James Falada was killed when an anhydrous ammonia tank ruptured. The executor of his estate sued Trinity Industries, Inc., manufacturer of the tank, alleging it was “defective in design and manufacture, [and] was unreasonably dangerous to the user or consumer when used in a reasonably foreseeable manner.... ” Trinity moved to dismiss on service-of-notice grounds and also moved for summary judgment, based on its claim the tank was damaged in a prior accident and that its construction was “state of the art” when manufactured. The court denied the motion to dismiss but granted the summary judgment motion on the state-of-the-art defense. We affirm in part, reverse in part, and remand.

I. Facts and Prior Proceedings.

Falada was driving a truck pulling the anhydrous ammonia tank, which was mounted on wheels so that it was “trailer-ized.” The truck and trailer rolled over, rupturing the tank. The rupture allowed ammonia to escape, and Falada died of ammonia inhalation. His wife, the executor of his estate, claims the tank was defectively manufactured.

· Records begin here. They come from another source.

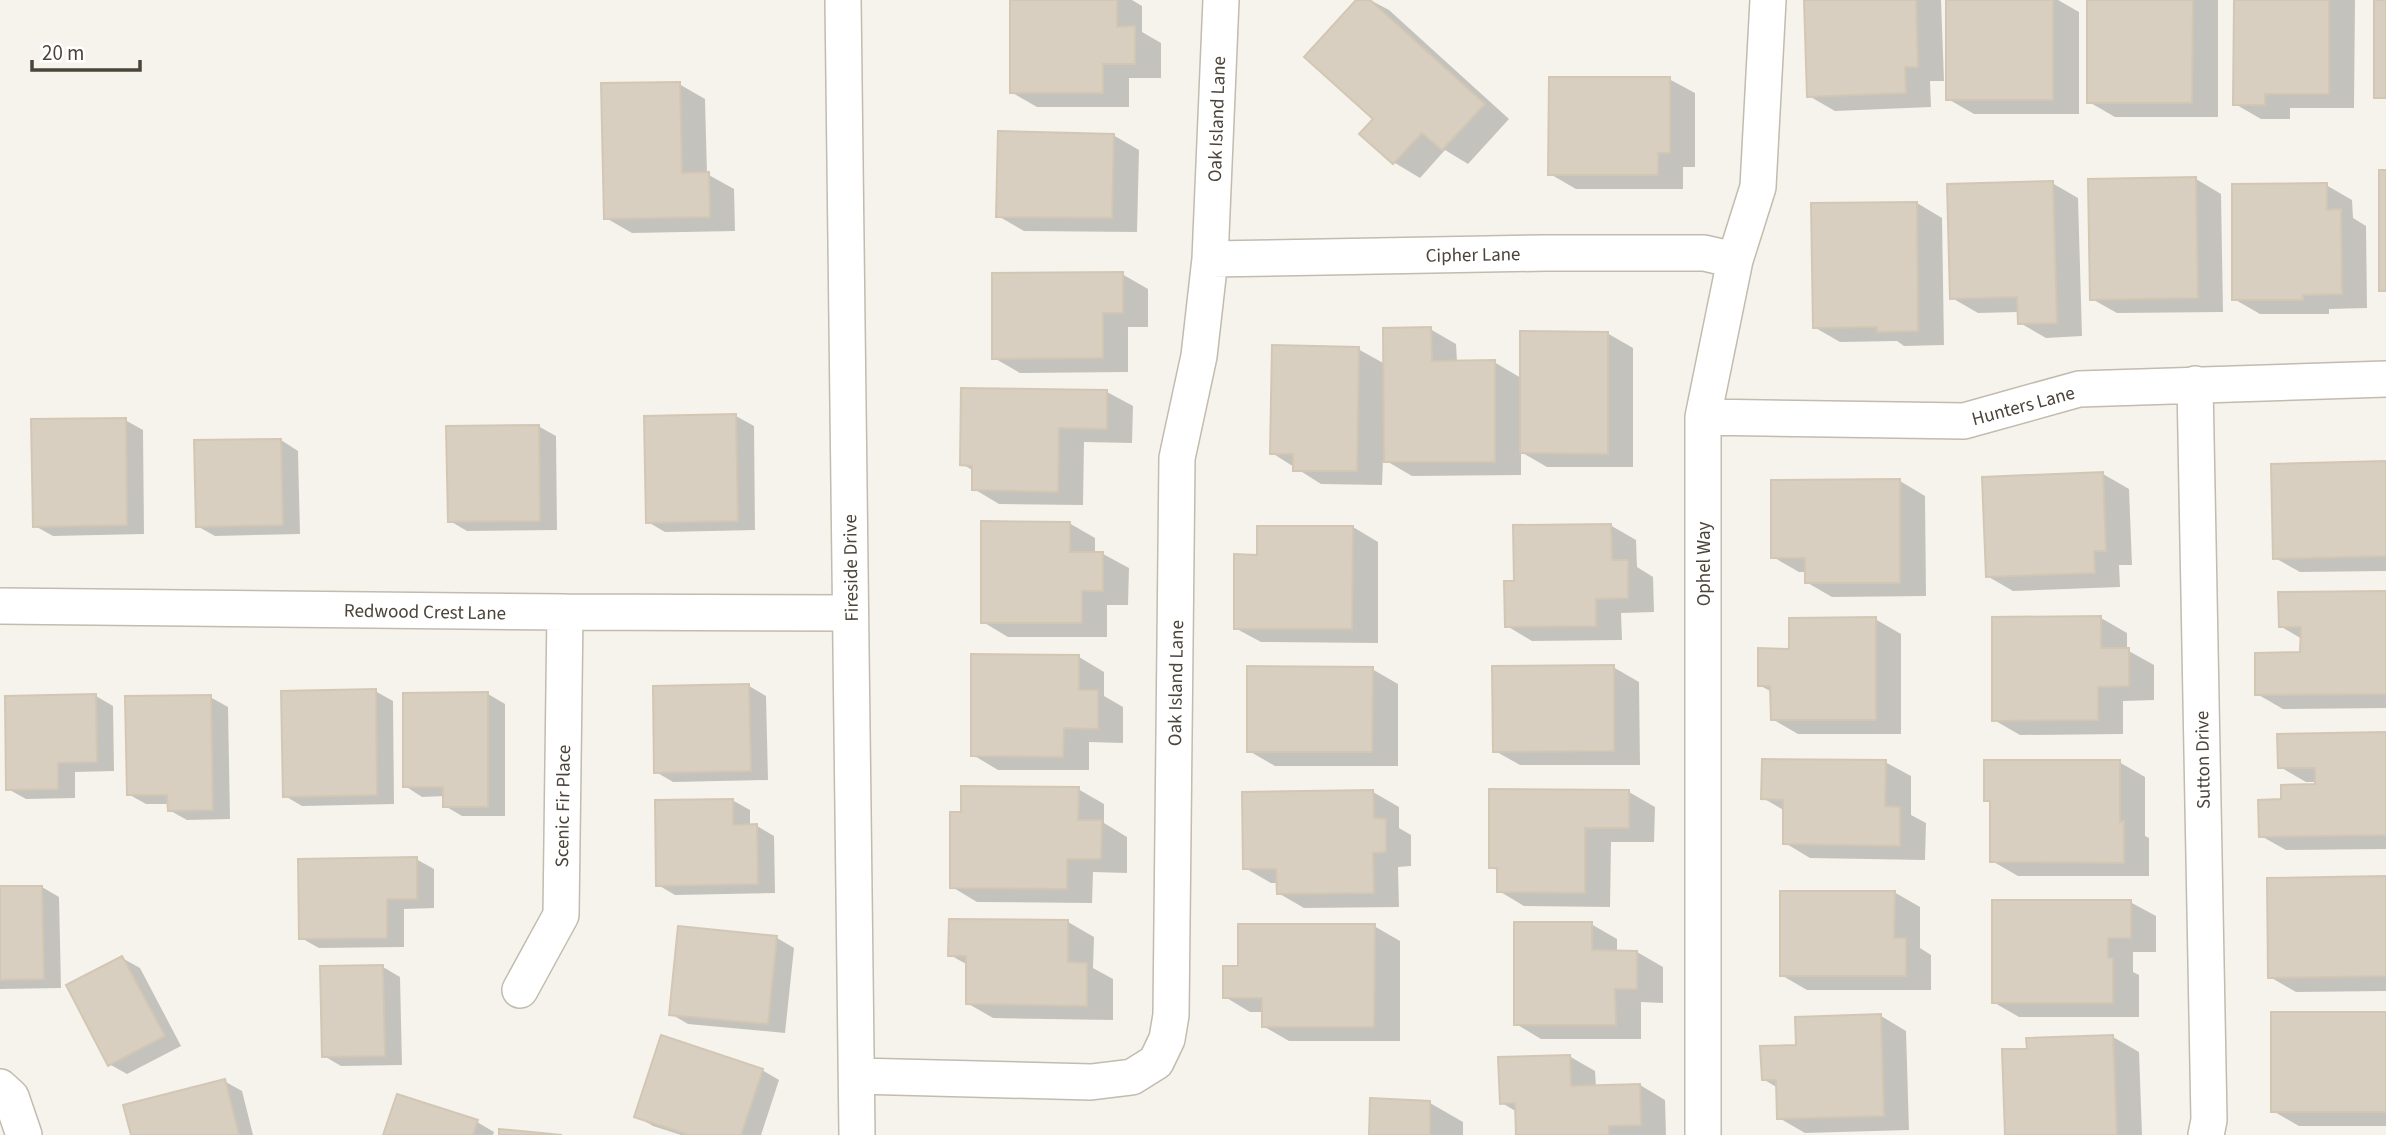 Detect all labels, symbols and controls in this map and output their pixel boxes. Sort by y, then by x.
scale bar [32,28,140,72]
text: 20 m [42,38,84,68]
street label: Oak Island Lane [1202,56,1233,183]
street label: Cipher Lane [1425,241,1521,270]
street label: Hunters Lane [1969,380,2078,433]
street label: Fireside Drive [837,514,866,622]
street label: Ophel Way [1691,522,1718,606]
street label: Redwood Crest Lane [344,598,506,627]
street label: Oak Island Lane [1162,620,1191,746]
street label: Sutton Drive [2189,711,2218,809]
street label: Scenic Fir Place [549,744,578,868] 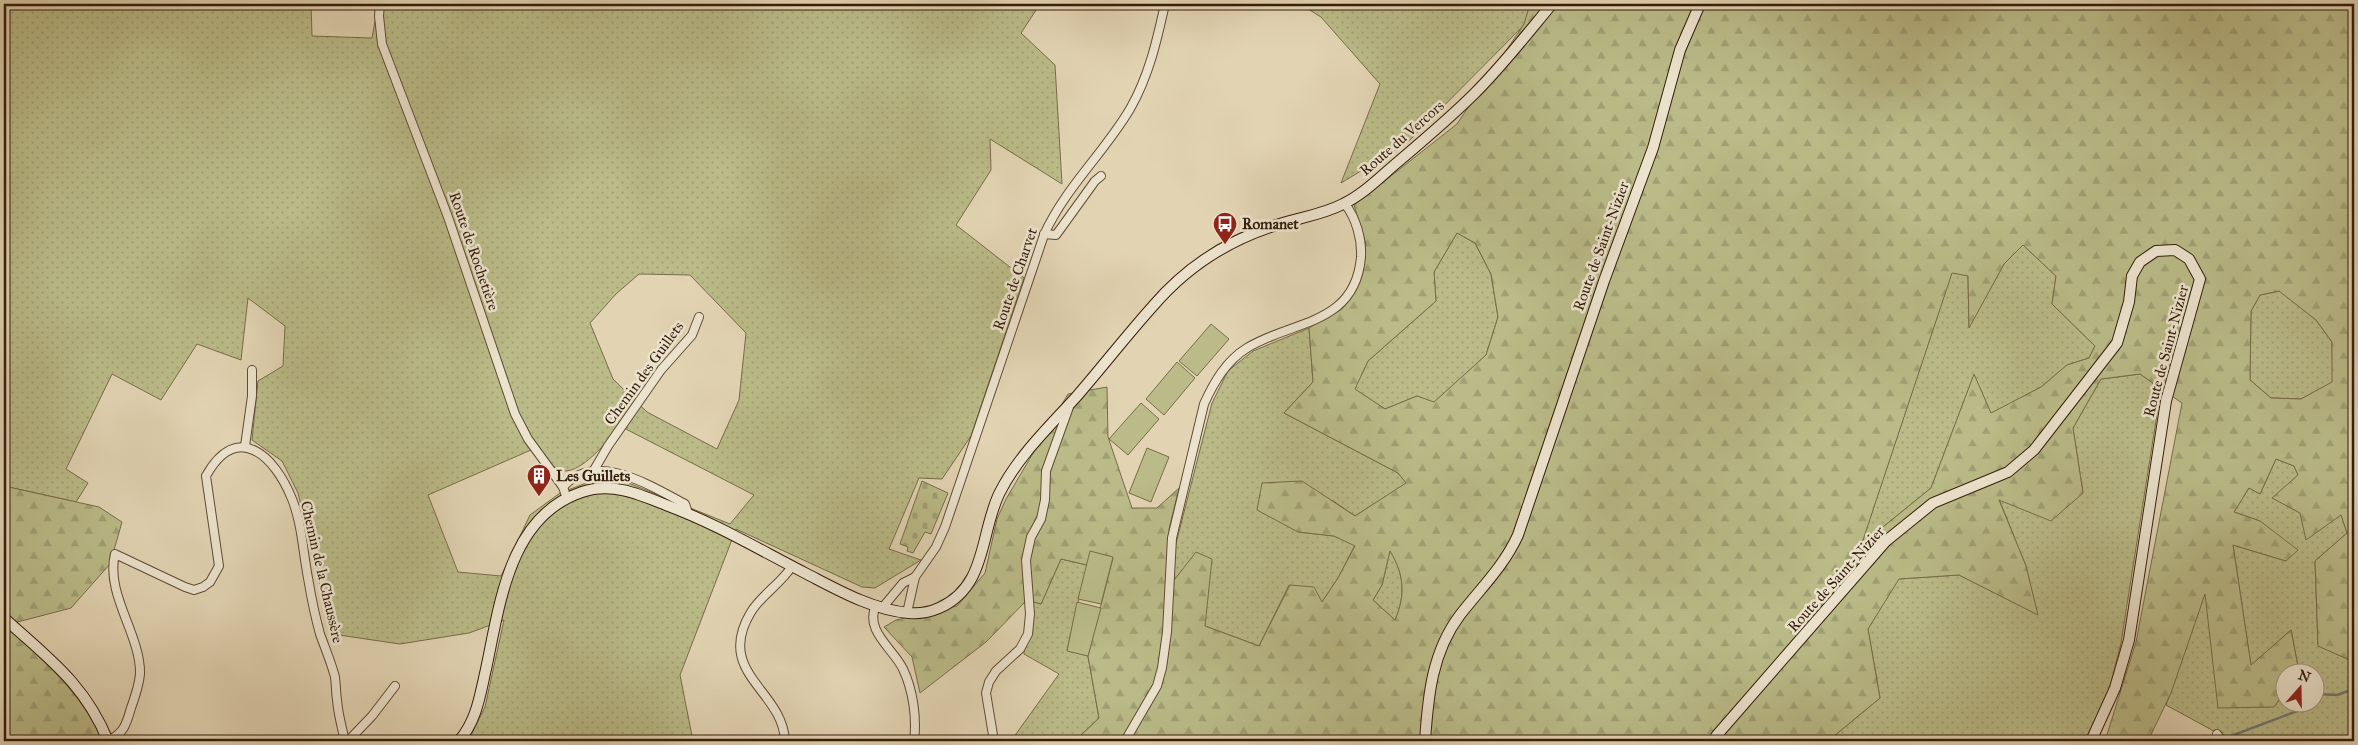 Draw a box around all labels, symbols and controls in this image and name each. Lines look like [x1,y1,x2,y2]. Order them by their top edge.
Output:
street label: Route du Vercors [1356,96,1448,180]
street label: Route de Saint-Nizier [1569,179,1633,313]
street label: Route de Rochetière [445,189,503,313]
bus stop icon: Romanet [1212,211,1238,245]
place label: Romanet [1242,215,1299,233]
street label: Route de Charvet [989,225,1041,333]
street label: Route de Saint-Nizier [2140,283,2192,419]
street label: Chemin des Guillets [600,318,688,428]
building icon: Les Guillets [526,463,552,497]
place label: Les Guillets [556,467,631,485]
street label: Chemin de la Chaussère [297,499,347,645]
street label: Route de Saint-Nizier [1784,522,1888,636]
north arrow [2276,662,2326,712]
text: N [2296,666,2313,686]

Trinity moved to dismiss on the ground that the plaintiff did not serve an original notice within the time required by our *249 rule, but the court denied the motion. Trinity later moved for summary judgment on two grounds: (1) the tank had been in a prior accident that weakened its structure, and (2) the tank was manufactured in compliance with the state of the art as it was in 1971, when the tank was manufactured.

The plaintiff resisted the summary judgment motion with affidavits and engineers’ reports. One expert stated the rupture was likely caused by defective welding in the manufacturing process. Another expert said the rupture was not caused by a prior accident, as claimed by Trinity.

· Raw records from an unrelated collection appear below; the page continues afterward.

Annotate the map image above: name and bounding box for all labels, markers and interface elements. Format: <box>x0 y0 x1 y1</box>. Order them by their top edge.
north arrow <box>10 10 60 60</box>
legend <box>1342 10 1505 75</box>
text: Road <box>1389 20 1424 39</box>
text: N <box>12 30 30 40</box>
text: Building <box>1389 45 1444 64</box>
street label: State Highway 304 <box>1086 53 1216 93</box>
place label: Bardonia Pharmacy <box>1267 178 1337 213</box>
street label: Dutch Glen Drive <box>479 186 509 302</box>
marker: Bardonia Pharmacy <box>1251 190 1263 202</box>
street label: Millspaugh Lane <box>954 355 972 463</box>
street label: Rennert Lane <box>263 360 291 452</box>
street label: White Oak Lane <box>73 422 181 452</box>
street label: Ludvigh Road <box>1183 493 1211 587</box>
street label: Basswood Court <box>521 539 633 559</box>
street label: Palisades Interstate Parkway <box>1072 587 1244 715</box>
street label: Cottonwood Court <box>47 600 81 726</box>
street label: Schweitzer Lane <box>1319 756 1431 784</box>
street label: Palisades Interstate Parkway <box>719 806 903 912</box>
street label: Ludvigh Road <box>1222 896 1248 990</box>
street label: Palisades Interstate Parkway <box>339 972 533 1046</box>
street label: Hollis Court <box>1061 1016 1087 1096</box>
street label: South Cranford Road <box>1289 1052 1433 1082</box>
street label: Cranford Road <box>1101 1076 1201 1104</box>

II. The Service-of-Notice Issue.

Trinity contends the district court abused its discretion by refusing to dismiss this case for failure to serve a timely original notice. Under Iowa Rule of Civil Procedure 49(f),

[i]f service of the original notice is not made upon the defendant, respondent, or other party to be served within 90 days after filing the petition, the court, upon motion or its own initiative after notice to the party filing the petition, shall dismiss the action without prejudice as to that defendant, respondent, or other party to' be served or direct an alternate time or manner of service. If the party filing the papers shows good cause for the failure of service, the court shall extend the time for service for an appropriate period.

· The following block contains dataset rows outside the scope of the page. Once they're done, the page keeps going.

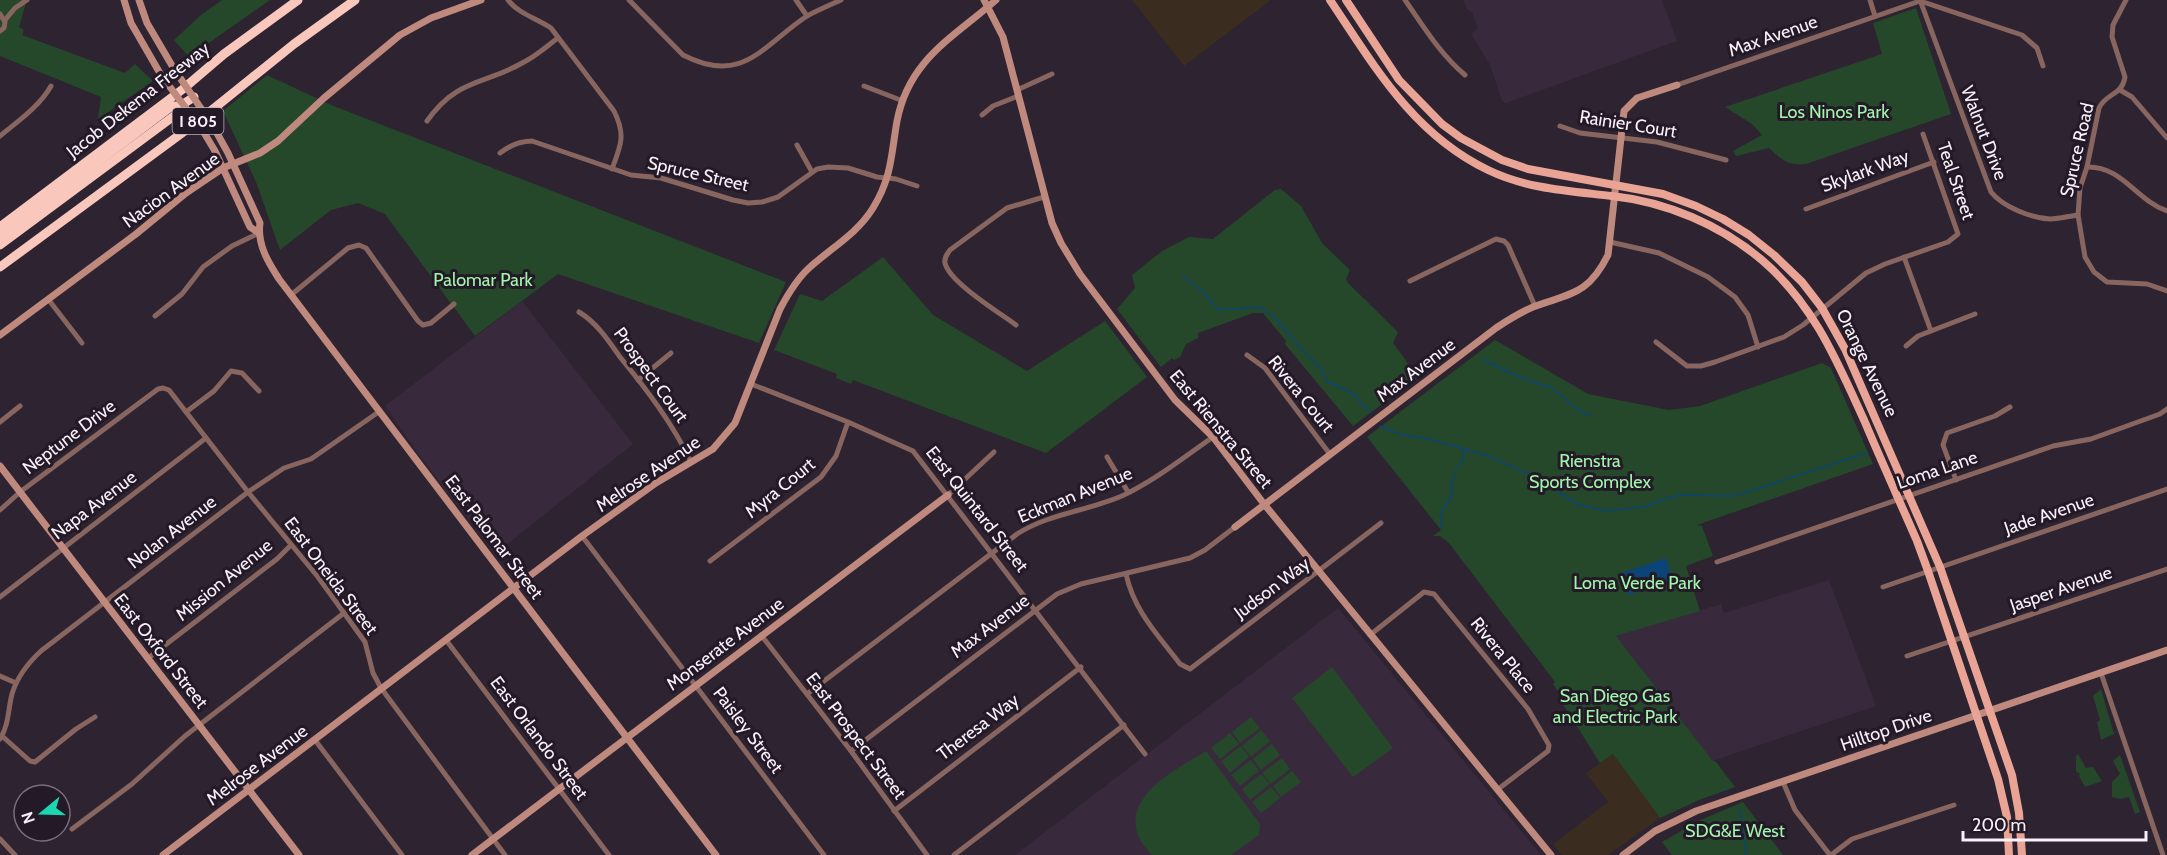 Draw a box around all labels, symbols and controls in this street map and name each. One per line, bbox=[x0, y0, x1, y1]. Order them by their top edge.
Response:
street label: Max Avenue bbox=[1726, 10, 1820, 62]
street label: Jacob Dekema Freeway bbox=[61, 37, 214, 163]
street label: Walnut Drive bbox=[1956, 83, 2012, 183]
park label: Los Ninos Park bbox=[1779, 101, 1890, 123]
street label: Spruce Road bbox=[2055, 101, 2099, 199]
street label: Rainier Court bbox=[1578, 105, 1678, 143]
road number: I 805 bbox=[172, 108, 224, 134]
street label: Teal Street bbox=[1932, 139, 1980, 223]
street label: Skylark Way bbox=[1818, 145, 1912, 197]
street label: Nacion Avenue bbox=[118, 148, 224, 232]
street label: Spruce Street bbox=[645, 152, 751, 196]
park label: Palomar Park bbox=[433, 269, 534, 291]
street label: Orange Avenue bbox=[1831, 305, 1903, 421]
street label: Prospect Court bbox=[609, 323, 693, 427]
street label: Max Avenue bbox=[1372, 333, 1460, 407]
street label: Rivera Court bbox=[1263, 351, 1339, 437]
street label: East Rienstra Street bbox=[1165, 365, 1277, 493]
street label: Neptune Drive bbox=[18, 395, 120, 479]
street label: Melrose Avenue bbox=[592, 431, 704, 517]
street label: East Quintard Street bbox=[921, 442, 1033, 576]
street label: Loma Lane bbox=[1894, 446, 1980, 494]
park label: Rienstra Sports Complex bbox=[1529, 450, 1651, 493]
street label: Myra Court bbox=[741, 453, 819, 523]
street label: Eckman Avenue bbox=[1015, 462, 1135, 528]
street label: Napa Avenue bbox=[47, 466, 141, 544]
street label: East Palomar Street bbox=[440, 471, 548, 603]
street label: Jade Avenue bbox=[2000, 488, 2097, 540]
street label: Nolan Avenue bbox=[123, 491, 221, 573]
street label: East Oneida Street bbox=[280, 513, 382, 639]
street label: Mission Avenue bbox=[171, 534, 277, 626]
street label: Judson Way bbox=[1229, 552, 1314, 624]
street label: Jasper Avenue bbox=[2006, 561, 2115, 617]
park label: Loma Verde Park bbox=[1573, 572, 1702, 594]
street label: East Oxford Street bbox=[109, 589, 213, 713]
street label: Max Avenue bbox=[946, 589, 1034, 663]
street label: Monserate Avenue bbox=[662, 593, 788, 695]
street label: Rivera Place bbox=[1466, 613, 1540, 697]
street label: East Prospect Street bbox=[801, 668, 911, 804]
street label: East Orlando Street bbox=[485, 672, 593, 804]
street label: Paisley Street bbox=[708, 682, 788, 778]
park label: San Diego Gas and Electric Park bbox=[1553, 685, 1678, 728]
street label: Theresa Way bbox=[933, 689, 1023, 765]
street label: Hilltop Drive bbox=[1837, 704, 1935, 756]
street label: Melrose Avenue bbox=[202, 720, 312, 810]
north arrow bbox=[12, 783, 72, 843]
scale bar bbox=[1963, 804, 2146, 842]
text: N bbox=[17, 809, 39, 826]
text: 200 m bbox=[1972, 814, 2026, 836]
park label: SDG&E West bbox=[1685, 820, 1785, 842]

The petition was filed on April 10, 1998. On July 8, the plaintiff served an original notice, but it was served on the wrong party. When notice was served on the correct party, the ninety days had passed, and Trinity moved to dismiss. The plaintiffs attorney resisted with an affidavit explaining that in May 1998 he received information from the Iowa Secretary of State’s office that the registered agent for

Trinity Industries, Inc. was a Lori Lake in Roland, Iowa. He served Lori Lake on behalf of Trinity. This, however, was the wrong Trinity. The district court ruled that the estate had shown good cause for the delay and denied the motion to dismiss, based on the erroneous information regarding the defendant’s address. The court stated:

Service was obtained on the wrong Trinity Industries, Inc., on July 8, 1998. It was at that time that Plaintiff learned that the Trinity Industries, Inc., which was served was not the same Trinity Industries, Inc., contemplated in Plaintiffs Petition. Immediately after learning of this mistake, Plaintiff took steps to obtain service over the correct Trinity Industries, Inc. Service was obtained over the correct Trinity Industries, Inc., on July 21,1998.
[[Image here]]
The Court finds under the facts herein that Plaintiff has shown adequate justification for the delay in service. Likewise, Plaintiff made a meaningful attempt to locate and serve the Defendant.
We have said:
Our review of a district court ruling on a motion to dismiss for failure to serve in a timely manner an original notice pursuant to rule 49 is for correction of errors at law. In circumstances in which, as here, the district court has made findings of fact, those findings are binding on appeal unless they are not supported by substantial evidence.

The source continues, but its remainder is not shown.